## What is expected
Some lines in the material below hold the word "linejoin". Copy all of them.

## Source information
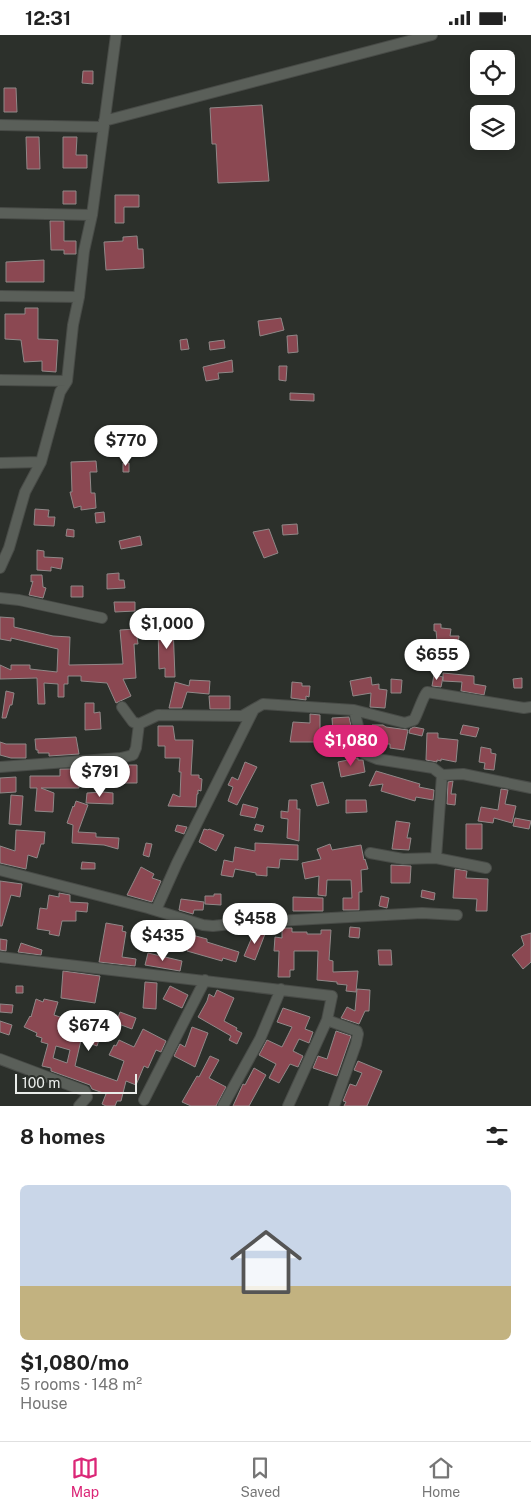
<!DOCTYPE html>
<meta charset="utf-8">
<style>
body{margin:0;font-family:"Public Sans",sans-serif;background:#f2f2f2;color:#222;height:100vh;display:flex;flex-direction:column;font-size:19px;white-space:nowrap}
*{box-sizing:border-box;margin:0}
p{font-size:16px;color:#767676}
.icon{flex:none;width:28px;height:28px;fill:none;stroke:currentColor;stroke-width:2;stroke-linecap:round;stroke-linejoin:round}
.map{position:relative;height:1071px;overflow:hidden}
.panel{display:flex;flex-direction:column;background:#fff;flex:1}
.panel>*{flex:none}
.fabs{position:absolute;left:470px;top:15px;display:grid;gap:10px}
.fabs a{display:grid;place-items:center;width:45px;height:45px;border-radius:8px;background:#fff;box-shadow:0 2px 12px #0003;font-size:25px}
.scale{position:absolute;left:15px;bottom:12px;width:122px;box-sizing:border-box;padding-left:5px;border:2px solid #eaedea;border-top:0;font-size:14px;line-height:18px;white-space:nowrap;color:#eaedea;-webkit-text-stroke:4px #2c302b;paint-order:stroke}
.price{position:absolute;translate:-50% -42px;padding:0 11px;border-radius:18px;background:#fff;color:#222;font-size:16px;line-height:32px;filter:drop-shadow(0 1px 2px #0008)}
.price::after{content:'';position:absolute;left:50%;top:30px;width:15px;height:11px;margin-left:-8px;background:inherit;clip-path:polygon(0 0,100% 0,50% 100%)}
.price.on{background:#db2777;color:#fff}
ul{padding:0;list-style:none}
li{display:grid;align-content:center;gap:10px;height:265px;padding:0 20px}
li span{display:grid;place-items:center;height:155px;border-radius:8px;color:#555}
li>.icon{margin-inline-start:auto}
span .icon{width:90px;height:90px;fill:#fffc;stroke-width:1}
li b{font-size:21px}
h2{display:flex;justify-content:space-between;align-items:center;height:60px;padding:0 20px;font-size:21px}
.status{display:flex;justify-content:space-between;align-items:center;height:35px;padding:0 25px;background:#fff;direction:ltr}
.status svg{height:14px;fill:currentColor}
.tab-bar{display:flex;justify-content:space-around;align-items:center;height:70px;border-top:1px solid #e0e0e0;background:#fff;font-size:14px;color:#767676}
.tab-bar a{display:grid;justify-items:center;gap:2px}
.tab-bar .on{color:#db2777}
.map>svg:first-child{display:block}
.building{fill:#8b4852;stroke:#908888;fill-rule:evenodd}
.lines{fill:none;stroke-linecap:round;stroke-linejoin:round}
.minor-casing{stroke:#484b47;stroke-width:12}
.minor{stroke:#5a5f59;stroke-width:10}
</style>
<div class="status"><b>12:31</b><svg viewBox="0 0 49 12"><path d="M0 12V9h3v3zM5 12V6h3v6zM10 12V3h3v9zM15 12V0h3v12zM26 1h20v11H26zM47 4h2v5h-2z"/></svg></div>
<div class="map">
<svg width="531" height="1071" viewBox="0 0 531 1071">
<rect width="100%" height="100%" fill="#2c302b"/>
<path class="building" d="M83,36H93V49L82,48Z
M4,53H16L17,77H4Z
M262,70L269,146L218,148L216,109H212L210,73Z
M26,102H39L40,134H27Z
M63,102H77L76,120H87V133H63Z
M63,156H76V169H63Z
M115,160H139V172H124V188H115Z
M50,186H64V206H76V219H64V215H51Z
M137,201L138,214H143L144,233L106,235L104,207L123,206V202Z
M44,225V247H6V227Z
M25,273H38V304L58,305L56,337L42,336V326L24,327L21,305L5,304V279H25Z
M281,283L284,295L260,301L258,286Z
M297,300L298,317L288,318L287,301Z
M187,304L189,314L181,315L180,305Z
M224,305L225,313L210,315L209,307Z
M232,325L233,337L218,338L219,344L206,346L203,332Z
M279,331H287L286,346L279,345Z
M290,358L314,359V366L290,365Z
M96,426L97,437H90L91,458H95L96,473L81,475V471L74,473L70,457H72L71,427Z
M123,428H129V437H123Z
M35,474L49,475L48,482H55L54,491L34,490Z
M104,477L105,487L96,488L95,478Z
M297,489L298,499L283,500L282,490Z
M67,494L74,495V502L66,501Z
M269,494L278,518L264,523L253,497Z
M140,501L142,510L121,514L119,506Z
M37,515L44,516V522L63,523L61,534L51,532V536L37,535Z
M119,538V545H124L125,553L107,554V539Z
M31,540H42L43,552L46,553L43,563L29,560L33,546L31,547Z
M71,551H83V562H71Z
M114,567H135V576L115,577Z
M0,582L14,583V592L53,601L70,602L69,630L123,629L120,595L136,594L138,609H134L136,643L123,644L131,661L116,668L107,648L81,646V641H68V649H64V662H58V649L44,648L45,669H38L37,643L0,644V630L11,635V630H30V634L57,637L58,614L11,603V606L0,604Z
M434,589H441V593L451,594L450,601H459L458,610H446L447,605L437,606L436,596H434Z
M158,591H173L175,642H165V633L159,634Z
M443,638L474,641V649L486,651L484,660L461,656L462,647L443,646Z
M434,640L443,642L441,652L432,651Z
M371,642L372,650L379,649V654L387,655L385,673L370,672L371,658L353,661L350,646Z
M522,643V653H514L513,644Z
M391,644L402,645L401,658H391Z
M190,645L210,646L209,659L187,657L182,673H169L175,647L189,651Z
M292,647L302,648V651H310L309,662L306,661V665L291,663Z
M6,656L14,658L12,670H10L6,683H2Z
M209,661H230V674H210Z
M85,668H94V678L100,677L101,694L85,695Z
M310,679L320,680V707H290L293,687L310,688Z
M349,682L352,695L333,697L332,683Z
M372,690H383L386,692L408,695L404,715L390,713V709H372Z
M463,690L479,693L476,702L460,699Z
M158,691H173L175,705H193L191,740H199V743L202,744L201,756L198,755V759H197L196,772L168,771L173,759L180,762L181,737H179L180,723H165V711H158Z
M414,692L424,694L422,701L409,698L410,694Z
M427,698H438V703L458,705L456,727L441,724V726L437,725V727L426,725Z
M76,702L79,719L49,721V718H38V715H36L35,704Z
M0,707L6,709H26V723H11L0,720Z
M481,712L491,714V718L496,719L494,735L484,734L485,728L479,727Z
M358,723V725H363L365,737L341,742L338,727Z
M245,727L257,732L237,770L228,766L233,752L228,750L232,742L238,745Z
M127,730H137V748H121V739H127Z
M60,734H76V738H78L79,753H41L54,758L53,777L35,776L37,753H30V741H60Z
M376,736L420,749L419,752L434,755L433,765L416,762L415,766L381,756L383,749L369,751Z
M16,742V757L0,758V743Z
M453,746L451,759H456L455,770L447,769L448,747Z
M323,747L329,768L317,771L311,750Z
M501,754L508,755L505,769L516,771L512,788L494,783L493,788L478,786L481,772L498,775Z
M103,757L113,758V769L86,768L87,758Z
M11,760L23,761L21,790L9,789Z
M289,765H297V774H300L299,806L287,803L288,784L281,783V776L288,777Z
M346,765H366L367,777L346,778Z
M76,766L88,770L78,797L96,798V802L119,803L118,814L104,810L72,808L73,790L67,788L73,771L74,772Z
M243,769L258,773L255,783L240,780Z
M515,783L531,786L529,794L513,791Z
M396,786L410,788L407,803H411L409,815L392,814Z
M256,789L264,791L262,797L254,795Z
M466,789H482V814H466Z
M177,790L187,792L184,799L175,796Z
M204,794L208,795L209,794L224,800L216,816L199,807Z
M16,795L45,797L44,809H41L37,823L28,820L26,834L0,828V811L15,816Z
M146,808L152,809L149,822L143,820Z
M255,808L298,810V825L280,824L279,833L267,832V841L256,840V838L235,834L233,842L221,840L224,825L233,827L235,812L255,816Z
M330,809L332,815L361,810L364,825L365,824L368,834L361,835L362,857H359V875H343V863H352L351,845H327L326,861L318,860L319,841L305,844L302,828L321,824L317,814Z
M82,827L95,828V834H81Z
M391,830L411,831L410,848H391Z
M141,832L154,839L152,843L161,846L152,867L127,860Z
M455,834L467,836L466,843L488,844L487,876H476L477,864L453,863Z
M0,846L22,849L20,862L11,860L2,891H0Z
M422,855L435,858L434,865L421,862Z
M59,858L70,860V867L88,868L87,877L76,876V886H62L59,901L49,899L50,896L37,894L40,873L47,874L49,860L59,862Z
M214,859H221V870L205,869V861H214Z
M381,861L389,863L387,873L379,871Z
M293,862L323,863V876H293Z
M181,864L204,867L203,875H194L193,879L179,875Z
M106,888L123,891L122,896L126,897L122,922L136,924L135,931L99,927Z
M350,892L360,893L359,903L349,902Z
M282,893H292V897H307V899H321V895H331L329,925L333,926V937L358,936L356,957L346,956L347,950L337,949V947L317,945L318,916H294V935H290V942H278L279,916H274L275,902L282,903Z
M255,895L265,899L255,925L244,921Z
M531,898V927L523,934L512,920L524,910L521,901Z
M192,900L207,904V907L239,917L236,927L223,923L222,926L187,916Z
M0,904L7,905L6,916L0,915Z
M21,908L42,915L41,920L18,917Z
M378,915H391L392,930H379Z
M148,918L182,926L180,936L145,930Z
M63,936L100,941L95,968L61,963Z
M145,947L157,948L156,974L143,973Z
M16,951H23V958H16Z
M170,951L188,960L182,973L163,964Z
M357,954L370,955L369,976H365L359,989L341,983L347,972L355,976Z
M217,955L234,963L224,986L237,993L236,995L242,998L237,1009L229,1005L231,1001L198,982L207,966L209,959L214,962Z
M36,964L43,967L44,964L58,967L54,980L66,984L64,989L77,994V991L101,999L97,1011L81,1005L75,1031L117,1046L124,1026L109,1020L114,1010L116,1011L119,1005L134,1012L143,994L166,1006L161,1017L156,1015L148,1033L144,1031L136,1050L126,1046L121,1066H117L115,1071H106L102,1069L106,1059L92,1054L90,1050L51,1036V1033L42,1031L48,1009L41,1007L42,1003L36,1001L37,998L24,992L30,981L31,982ZM56,1011L70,1015L67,1028L53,1023Z
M0,969L13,970L12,978L0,977Z
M283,973L310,982L305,994L313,997L309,1008L299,1004L293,1016L303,1021L298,1032L290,1029L279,1048L269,1043L276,1029L259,1020L267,1005L282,1012L292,992L277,987Z
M120,977L136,983L132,994L116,988Z
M0,986L12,990L9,1000L0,997Z
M192,992L208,998L195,1032L174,1021L180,1009L185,1012Z
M336,996L351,1001L337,1041L313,1033L318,1021L327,1024Z
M210,1021L219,1025L209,1043L226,1052L216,1071H191L182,1067L197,1041L199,1042Z
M358,1026L382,1036L367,1071H344L346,1067L343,1066L350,1049L356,1051L362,1038L354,1035Z
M254,1033L266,1040L249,1071H233L243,1049L245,1050Z"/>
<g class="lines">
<defs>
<path id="minor" d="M104,86L432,0
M0,90L103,92
M0,178L92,180
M0,261L79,262
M0,345L67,346
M0,428L41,427
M0,533L9,513L25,457L41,427L60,357L67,346L73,290L79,262L84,216L92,180L116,0
M0,563L19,565L102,583
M122,672L133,687L139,689L158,680L242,681L263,669L354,675L405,688L414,685C418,678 423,661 427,657L524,673L531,672
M354,675L365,719L377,724L433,733L442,740L463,739L531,753
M0,732L121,723L133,720L136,713L139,689
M442,740L436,823L486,833
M370,818L403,824L436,823
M0,835L148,873L203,890L213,891L240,888L422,878L457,880
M156,875L177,828L254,674
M0,922L332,961L327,985L288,1071
M327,985L357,996L358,999L356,1009L334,1071
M0,1024L85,1056L87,1062L79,1071
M144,1065L205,945
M223,1071L260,1004L281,954"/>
</defs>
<use href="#minor" class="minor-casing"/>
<use href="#minor" class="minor"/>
</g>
</svg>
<div class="fabs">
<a><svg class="icon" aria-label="locate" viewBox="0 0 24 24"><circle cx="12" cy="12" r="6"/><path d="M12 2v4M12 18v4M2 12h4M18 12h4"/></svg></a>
<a><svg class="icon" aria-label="layers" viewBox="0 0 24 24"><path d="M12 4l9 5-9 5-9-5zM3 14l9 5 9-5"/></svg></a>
</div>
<div class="scale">100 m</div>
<b class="price" style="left:126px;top:432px">$770</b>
<b class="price" style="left:167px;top:615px">$1,000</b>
<b class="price" style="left:437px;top:646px">$655</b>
<b class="price on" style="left:351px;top:732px">$1,080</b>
<b class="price" style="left:100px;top:763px">$791</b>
<b class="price" style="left:255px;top:910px">$458</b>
<b class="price" style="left:163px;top:927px">$435</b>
<b class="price" style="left:89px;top:1017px">$674</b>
</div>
<section class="panel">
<h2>8 homes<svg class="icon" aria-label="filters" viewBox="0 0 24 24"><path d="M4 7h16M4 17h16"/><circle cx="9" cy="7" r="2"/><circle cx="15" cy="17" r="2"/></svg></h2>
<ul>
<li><span style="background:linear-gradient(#c9d6e8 65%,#c2b280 0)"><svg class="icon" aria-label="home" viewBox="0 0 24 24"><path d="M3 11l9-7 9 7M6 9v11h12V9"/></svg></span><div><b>$1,080/mo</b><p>5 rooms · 148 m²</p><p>House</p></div></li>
</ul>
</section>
<nav class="tab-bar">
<a class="on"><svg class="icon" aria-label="map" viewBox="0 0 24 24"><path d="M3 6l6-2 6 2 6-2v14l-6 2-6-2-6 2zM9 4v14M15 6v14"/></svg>Map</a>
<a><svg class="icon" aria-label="saved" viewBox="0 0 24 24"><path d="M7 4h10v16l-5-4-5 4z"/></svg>Saved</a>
<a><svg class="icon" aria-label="home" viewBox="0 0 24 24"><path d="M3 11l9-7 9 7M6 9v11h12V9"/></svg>Home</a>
</nav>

## Response below
.icon{flex:none;width:28px;height:28px;fill:none;stroke:currentColor;stroke-width:2;stroke-linecap:round;stroke-linejoin:round}
.lines{fill:none;stroke-linecap:round;stroke-linejoin:round}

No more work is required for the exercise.